Glucosamine Sulfate was the first supplement I recommended to patients 38 years ago. Clinically, 80% of my patients with chronic low back pain experienced reduction in symptoms within 30 days. I quickly realized that about half of the patients that did not respond favorably were diabetic.

Today, we have uncovered the chemistry behind glucosamine sulfate. Basically, it requires good glucose metabolism and good sulfur metabolism to function. That explains why my diabetic patients failed to respond. Sulfur metabolism depends on the ability of the body to strip sulfur from sulfur bearing amino acids.

Please read my recent Wisdom Wednesday: Vitamin B6 blog post for information on this process.
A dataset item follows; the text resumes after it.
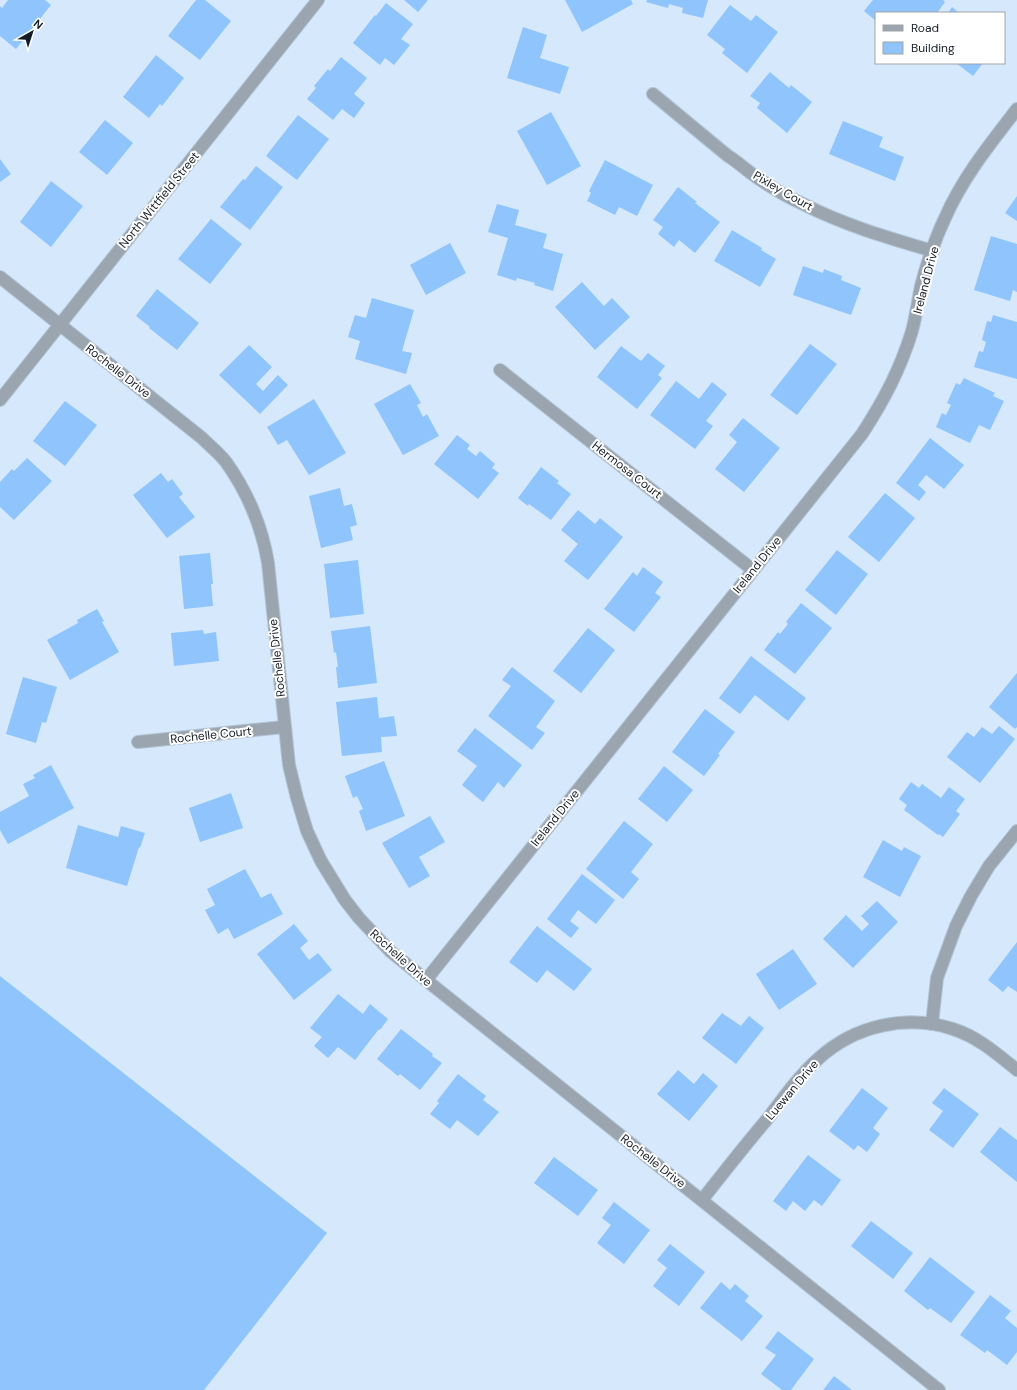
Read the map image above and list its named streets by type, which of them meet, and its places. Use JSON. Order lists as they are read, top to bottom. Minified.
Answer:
{"streets":{"street":["Pixley Court","North Wittfield Street","Ireland Drive","Rochelle Drive","Hermosa Court","Rochelle Court","Luewan Drive"]},"crossings":[["Pixley Court","Ireland Drive"],["North Wittfield Street","Rochelle Drive"],["Ireland Drive","Rochelle Drive"],["Ireland Drive","Hermosa Court"],["Rochelle Drive","Rochelle Court"],["Rochelle Drive","Luewan Drive"]],"legend":["Road","Building"],"north":"top right"}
The first flaw in this study is the use of glucosamine hydrochloride, not glucosamine sulfate. Without adequate sulfur, the chemistry just doesn’t work. They also failed to identify participants that may have impaired glucose metabolism. As I have frequently written, insulin resistance is epidemic in this country. Finally, glucosamine sulfate, MSM, and chondrotin sulfate all help form ground substance which is necessary to repair connective tissue. None of these chemical are inherently anti-inflammatory in nature. If you do not reduce inflammation first, healing can not occur.

I still use glucosamine sulfate in my practice today. However, I first address inflammation, sulfur amino acid metabolism, and glucose metabolism prior to supplementation. Most of the time, correcting these three chemical pathways solves the problem and direct supplementation of sulfur and glucose in not necessary or desired.

If you want to take one of these supplements, at least take one that contains both glucose and sulfur. Better yet, have your glucose and sulfur metabolism evaluated. A simple blood test, the glycohemoglobin A1c will assess your metabolism of sugar for the past two months. If eating cruciferous vegetables, like broccoli, cauliflower, or cabbage, gives you gas, then your sulfur amino acid metabolism is suspect.